**Task requirements:** Tell how many lines below include the word "family". Only the number should appear.

(Collected data entries)
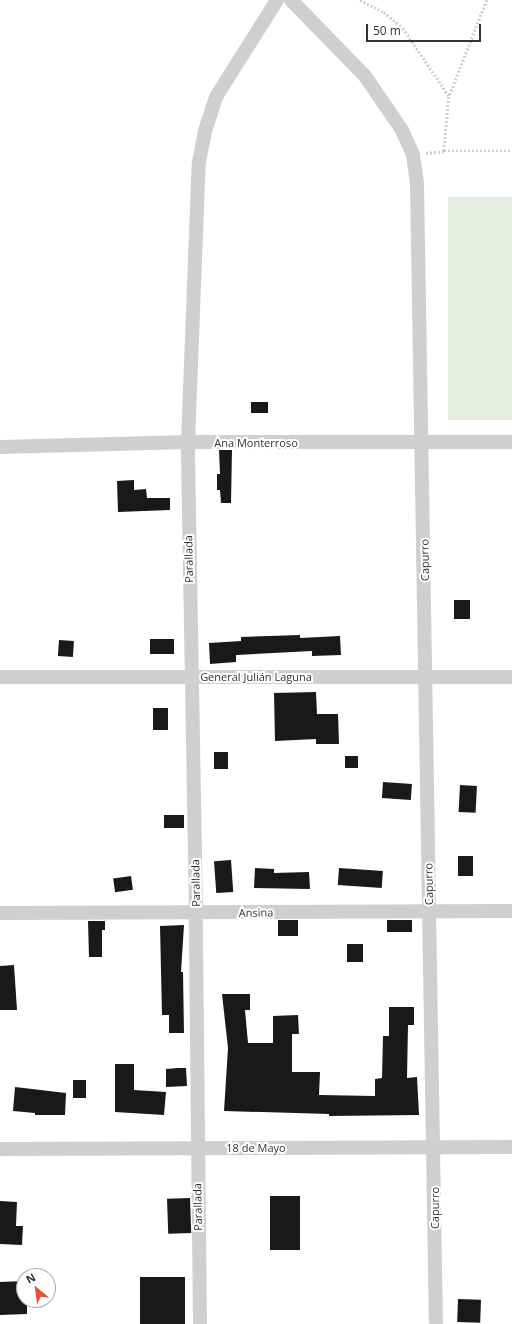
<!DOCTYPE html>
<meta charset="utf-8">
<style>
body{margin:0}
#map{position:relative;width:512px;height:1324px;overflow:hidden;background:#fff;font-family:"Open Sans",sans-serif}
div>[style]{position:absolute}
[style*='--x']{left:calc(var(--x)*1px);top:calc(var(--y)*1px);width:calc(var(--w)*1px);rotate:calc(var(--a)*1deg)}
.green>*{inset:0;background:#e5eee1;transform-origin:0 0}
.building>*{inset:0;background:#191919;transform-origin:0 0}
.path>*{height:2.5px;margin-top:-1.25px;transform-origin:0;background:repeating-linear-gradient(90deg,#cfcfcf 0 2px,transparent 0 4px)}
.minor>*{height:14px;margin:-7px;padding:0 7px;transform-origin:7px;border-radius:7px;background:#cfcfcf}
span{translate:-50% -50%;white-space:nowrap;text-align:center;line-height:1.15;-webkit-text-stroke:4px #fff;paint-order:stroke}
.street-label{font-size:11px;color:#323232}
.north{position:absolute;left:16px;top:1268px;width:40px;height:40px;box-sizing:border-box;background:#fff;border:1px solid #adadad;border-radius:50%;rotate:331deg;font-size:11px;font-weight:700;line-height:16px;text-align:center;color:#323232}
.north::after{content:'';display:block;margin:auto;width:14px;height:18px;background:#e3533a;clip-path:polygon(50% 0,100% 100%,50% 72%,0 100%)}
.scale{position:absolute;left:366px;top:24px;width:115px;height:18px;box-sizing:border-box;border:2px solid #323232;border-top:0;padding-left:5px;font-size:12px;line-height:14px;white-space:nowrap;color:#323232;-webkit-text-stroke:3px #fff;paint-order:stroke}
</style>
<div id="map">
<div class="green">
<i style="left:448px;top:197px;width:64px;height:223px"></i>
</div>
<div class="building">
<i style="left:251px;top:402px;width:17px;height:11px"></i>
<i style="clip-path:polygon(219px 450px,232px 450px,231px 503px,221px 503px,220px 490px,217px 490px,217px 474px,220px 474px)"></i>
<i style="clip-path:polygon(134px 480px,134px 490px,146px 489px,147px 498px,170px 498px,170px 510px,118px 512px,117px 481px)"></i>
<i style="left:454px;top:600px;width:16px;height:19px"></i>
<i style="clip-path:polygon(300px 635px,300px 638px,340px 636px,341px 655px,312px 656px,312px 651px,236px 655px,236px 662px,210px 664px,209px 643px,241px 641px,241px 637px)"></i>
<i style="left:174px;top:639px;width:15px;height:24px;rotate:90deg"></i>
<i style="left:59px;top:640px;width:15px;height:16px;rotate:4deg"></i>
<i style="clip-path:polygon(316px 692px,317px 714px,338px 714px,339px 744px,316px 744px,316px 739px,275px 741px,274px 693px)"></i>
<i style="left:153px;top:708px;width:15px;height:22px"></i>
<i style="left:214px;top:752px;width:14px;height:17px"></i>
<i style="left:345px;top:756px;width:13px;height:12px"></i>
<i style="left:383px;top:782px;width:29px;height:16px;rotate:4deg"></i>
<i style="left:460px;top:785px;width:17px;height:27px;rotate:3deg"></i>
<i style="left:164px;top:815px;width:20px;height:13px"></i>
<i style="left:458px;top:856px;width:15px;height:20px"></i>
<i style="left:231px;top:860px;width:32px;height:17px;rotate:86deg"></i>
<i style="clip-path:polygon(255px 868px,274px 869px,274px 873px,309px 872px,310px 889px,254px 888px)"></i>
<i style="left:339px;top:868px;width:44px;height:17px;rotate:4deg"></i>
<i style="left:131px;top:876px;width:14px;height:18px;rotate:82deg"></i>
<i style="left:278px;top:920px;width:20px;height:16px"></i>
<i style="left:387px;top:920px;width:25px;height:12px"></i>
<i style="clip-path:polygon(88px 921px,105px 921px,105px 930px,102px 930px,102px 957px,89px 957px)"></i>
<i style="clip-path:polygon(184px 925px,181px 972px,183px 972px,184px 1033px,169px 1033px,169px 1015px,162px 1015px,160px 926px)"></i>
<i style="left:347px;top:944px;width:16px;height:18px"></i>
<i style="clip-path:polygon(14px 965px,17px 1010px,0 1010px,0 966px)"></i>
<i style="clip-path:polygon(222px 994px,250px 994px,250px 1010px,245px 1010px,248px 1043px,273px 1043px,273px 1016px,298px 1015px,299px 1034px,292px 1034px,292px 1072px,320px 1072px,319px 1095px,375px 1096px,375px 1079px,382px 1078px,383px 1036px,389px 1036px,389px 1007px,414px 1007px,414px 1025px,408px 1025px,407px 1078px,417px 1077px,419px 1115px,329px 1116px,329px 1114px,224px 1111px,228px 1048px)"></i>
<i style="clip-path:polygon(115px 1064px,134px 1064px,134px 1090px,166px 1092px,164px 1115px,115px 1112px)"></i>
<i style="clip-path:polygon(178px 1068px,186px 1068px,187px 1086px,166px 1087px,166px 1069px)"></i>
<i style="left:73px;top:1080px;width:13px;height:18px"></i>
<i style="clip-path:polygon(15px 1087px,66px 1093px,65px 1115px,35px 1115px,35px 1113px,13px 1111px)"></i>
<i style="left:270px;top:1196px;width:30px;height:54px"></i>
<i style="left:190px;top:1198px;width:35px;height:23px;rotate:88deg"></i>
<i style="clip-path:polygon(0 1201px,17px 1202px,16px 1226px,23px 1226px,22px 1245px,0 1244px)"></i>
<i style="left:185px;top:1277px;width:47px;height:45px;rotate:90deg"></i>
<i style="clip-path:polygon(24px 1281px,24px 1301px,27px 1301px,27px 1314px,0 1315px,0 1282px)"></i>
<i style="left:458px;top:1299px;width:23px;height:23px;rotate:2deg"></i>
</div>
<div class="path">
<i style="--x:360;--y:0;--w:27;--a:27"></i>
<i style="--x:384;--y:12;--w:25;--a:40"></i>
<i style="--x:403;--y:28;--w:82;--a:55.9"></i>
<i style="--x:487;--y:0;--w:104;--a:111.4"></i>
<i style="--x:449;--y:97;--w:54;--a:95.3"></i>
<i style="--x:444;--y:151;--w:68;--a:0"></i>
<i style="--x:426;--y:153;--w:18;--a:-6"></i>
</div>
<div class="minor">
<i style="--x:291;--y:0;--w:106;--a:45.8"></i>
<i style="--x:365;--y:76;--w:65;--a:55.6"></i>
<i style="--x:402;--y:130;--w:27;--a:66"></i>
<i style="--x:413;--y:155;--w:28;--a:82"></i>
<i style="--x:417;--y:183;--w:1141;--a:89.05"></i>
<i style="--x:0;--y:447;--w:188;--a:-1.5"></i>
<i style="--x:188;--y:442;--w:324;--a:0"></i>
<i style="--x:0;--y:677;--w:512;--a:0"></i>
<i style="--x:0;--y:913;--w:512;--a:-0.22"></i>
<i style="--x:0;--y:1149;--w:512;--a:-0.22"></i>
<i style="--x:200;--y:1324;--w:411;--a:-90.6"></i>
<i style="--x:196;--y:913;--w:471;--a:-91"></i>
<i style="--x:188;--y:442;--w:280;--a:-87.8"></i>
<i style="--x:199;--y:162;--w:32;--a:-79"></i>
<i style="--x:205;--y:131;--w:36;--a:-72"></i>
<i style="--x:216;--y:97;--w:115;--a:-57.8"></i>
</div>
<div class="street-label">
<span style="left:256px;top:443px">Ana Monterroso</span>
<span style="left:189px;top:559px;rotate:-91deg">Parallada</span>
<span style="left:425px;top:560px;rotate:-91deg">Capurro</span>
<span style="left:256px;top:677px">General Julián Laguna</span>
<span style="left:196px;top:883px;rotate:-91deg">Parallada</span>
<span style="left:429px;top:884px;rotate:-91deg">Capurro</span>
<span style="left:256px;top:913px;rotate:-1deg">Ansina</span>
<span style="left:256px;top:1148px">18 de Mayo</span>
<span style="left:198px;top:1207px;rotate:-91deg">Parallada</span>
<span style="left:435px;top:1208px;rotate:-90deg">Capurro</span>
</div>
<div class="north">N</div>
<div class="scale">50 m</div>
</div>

--

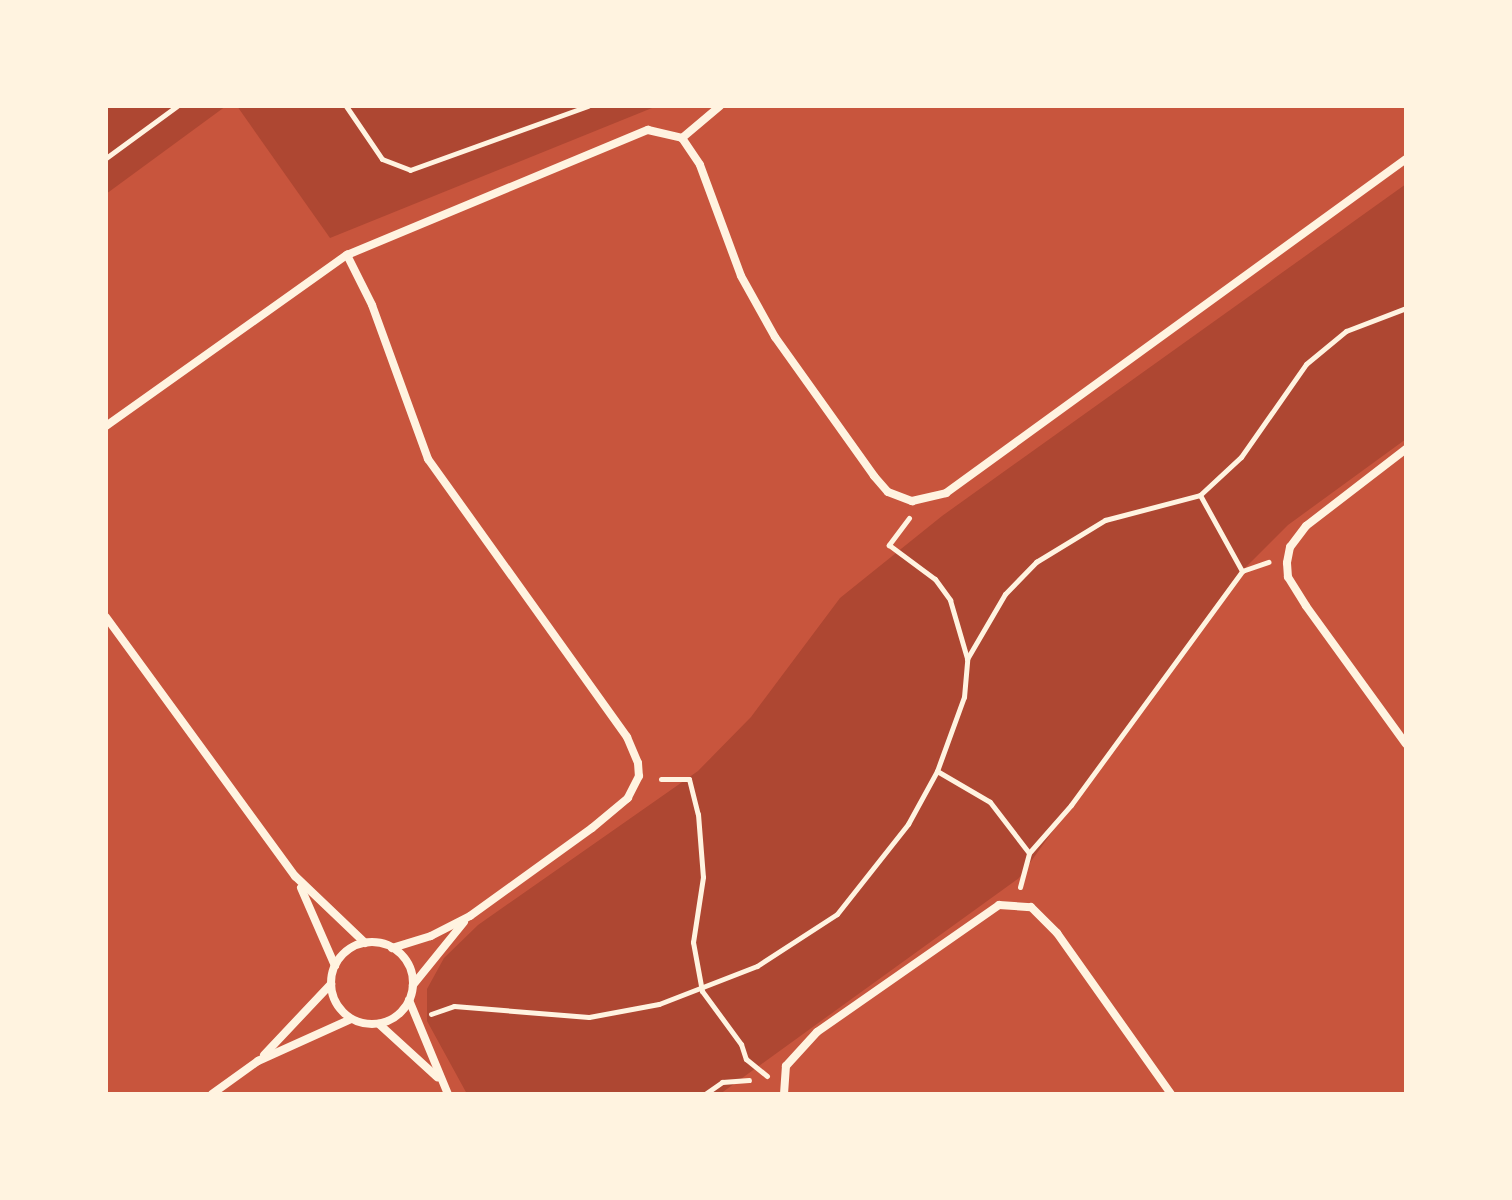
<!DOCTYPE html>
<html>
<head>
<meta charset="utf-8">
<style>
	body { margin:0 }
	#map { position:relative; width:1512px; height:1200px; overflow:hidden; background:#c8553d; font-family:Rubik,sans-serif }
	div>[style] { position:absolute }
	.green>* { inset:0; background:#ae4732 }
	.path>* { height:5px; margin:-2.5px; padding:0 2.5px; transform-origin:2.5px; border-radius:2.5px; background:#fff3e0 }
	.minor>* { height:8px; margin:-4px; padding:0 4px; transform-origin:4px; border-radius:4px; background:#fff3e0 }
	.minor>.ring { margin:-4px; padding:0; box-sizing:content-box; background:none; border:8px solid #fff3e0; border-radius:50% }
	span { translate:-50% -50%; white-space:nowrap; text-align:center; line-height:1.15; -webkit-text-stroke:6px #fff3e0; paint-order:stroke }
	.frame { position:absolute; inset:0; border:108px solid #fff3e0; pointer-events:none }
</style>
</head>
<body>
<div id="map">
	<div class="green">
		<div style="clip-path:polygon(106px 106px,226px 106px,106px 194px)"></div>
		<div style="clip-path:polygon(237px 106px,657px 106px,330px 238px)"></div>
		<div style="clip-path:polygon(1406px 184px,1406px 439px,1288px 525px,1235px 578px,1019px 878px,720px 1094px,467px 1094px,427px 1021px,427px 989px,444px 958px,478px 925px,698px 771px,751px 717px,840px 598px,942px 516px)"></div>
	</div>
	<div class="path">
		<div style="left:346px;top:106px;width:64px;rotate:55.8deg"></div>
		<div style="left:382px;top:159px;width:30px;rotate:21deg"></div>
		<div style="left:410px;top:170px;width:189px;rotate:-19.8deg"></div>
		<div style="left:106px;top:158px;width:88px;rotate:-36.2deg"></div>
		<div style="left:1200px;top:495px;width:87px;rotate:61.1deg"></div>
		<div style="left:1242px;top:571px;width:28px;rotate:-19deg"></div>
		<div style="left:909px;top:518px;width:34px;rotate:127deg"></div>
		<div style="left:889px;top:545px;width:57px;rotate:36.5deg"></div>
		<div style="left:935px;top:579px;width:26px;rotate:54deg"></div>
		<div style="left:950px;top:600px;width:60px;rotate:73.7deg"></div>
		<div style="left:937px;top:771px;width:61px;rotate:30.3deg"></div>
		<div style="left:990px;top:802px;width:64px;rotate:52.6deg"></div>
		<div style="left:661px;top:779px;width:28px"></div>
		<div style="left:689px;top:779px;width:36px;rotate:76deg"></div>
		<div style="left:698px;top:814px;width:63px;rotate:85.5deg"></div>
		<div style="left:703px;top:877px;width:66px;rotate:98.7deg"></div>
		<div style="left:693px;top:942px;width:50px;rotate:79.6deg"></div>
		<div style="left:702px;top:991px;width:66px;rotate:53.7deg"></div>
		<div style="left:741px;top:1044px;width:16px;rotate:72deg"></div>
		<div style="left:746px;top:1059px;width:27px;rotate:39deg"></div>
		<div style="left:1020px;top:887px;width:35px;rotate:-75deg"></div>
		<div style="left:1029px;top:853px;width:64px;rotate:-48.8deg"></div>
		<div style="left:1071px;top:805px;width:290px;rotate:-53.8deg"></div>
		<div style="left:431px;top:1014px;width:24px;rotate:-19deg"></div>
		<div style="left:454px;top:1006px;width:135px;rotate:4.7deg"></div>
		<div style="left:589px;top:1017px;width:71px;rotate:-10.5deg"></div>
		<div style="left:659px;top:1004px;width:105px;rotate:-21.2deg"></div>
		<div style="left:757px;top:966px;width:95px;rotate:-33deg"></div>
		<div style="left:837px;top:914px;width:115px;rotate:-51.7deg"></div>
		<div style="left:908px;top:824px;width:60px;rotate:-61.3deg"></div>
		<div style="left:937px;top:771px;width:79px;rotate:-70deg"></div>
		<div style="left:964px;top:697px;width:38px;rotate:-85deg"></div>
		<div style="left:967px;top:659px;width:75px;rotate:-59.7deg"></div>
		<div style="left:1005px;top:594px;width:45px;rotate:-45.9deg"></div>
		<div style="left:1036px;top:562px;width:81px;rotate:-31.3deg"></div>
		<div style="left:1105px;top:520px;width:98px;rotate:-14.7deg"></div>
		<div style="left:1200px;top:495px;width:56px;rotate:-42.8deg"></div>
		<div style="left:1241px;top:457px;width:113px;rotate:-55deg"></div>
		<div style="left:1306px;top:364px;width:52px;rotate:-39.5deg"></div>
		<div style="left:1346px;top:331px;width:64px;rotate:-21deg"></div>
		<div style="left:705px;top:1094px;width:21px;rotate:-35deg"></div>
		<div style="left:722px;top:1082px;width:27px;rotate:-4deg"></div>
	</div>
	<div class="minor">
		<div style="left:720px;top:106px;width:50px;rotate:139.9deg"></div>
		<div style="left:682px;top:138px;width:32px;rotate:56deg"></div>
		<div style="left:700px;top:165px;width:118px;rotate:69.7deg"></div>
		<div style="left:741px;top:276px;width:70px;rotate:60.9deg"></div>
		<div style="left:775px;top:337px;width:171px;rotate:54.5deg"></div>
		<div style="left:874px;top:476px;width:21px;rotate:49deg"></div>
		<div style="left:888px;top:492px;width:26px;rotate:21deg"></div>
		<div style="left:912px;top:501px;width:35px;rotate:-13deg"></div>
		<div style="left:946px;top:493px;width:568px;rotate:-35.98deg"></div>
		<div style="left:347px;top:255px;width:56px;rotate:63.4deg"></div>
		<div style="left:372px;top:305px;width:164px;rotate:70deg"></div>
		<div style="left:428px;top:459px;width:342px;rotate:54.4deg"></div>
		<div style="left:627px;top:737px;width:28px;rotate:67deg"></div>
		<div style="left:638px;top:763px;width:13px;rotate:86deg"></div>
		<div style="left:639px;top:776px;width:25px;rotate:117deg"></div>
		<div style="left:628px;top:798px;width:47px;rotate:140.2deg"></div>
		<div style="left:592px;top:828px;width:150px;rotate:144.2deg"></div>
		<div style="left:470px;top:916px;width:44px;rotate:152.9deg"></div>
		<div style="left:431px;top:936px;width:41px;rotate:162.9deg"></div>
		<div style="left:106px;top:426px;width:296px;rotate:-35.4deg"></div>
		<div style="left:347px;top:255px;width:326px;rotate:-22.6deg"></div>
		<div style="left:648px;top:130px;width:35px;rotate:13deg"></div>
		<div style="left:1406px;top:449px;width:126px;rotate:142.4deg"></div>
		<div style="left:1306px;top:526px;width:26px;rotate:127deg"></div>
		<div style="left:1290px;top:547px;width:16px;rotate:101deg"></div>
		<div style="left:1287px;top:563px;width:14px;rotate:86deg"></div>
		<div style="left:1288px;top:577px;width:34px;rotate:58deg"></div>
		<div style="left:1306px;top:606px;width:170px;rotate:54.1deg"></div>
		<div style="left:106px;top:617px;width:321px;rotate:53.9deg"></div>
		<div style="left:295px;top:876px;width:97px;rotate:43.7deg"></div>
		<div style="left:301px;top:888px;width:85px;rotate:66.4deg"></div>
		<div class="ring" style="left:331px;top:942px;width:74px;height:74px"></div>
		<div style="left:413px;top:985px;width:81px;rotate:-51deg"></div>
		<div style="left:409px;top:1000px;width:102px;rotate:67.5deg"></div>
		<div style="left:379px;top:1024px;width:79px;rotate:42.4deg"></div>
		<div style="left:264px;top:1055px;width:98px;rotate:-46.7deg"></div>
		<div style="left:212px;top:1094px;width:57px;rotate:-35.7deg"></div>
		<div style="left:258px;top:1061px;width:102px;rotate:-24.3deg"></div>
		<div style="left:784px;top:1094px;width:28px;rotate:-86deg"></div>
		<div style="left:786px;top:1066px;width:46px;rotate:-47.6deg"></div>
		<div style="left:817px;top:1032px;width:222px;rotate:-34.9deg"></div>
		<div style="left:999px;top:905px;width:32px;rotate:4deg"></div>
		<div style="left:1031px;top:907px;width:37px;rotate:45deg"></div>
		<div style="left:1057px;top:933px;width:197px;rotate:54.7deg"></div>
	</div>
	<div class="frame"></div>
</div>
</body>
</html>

**Answer to this task:** 2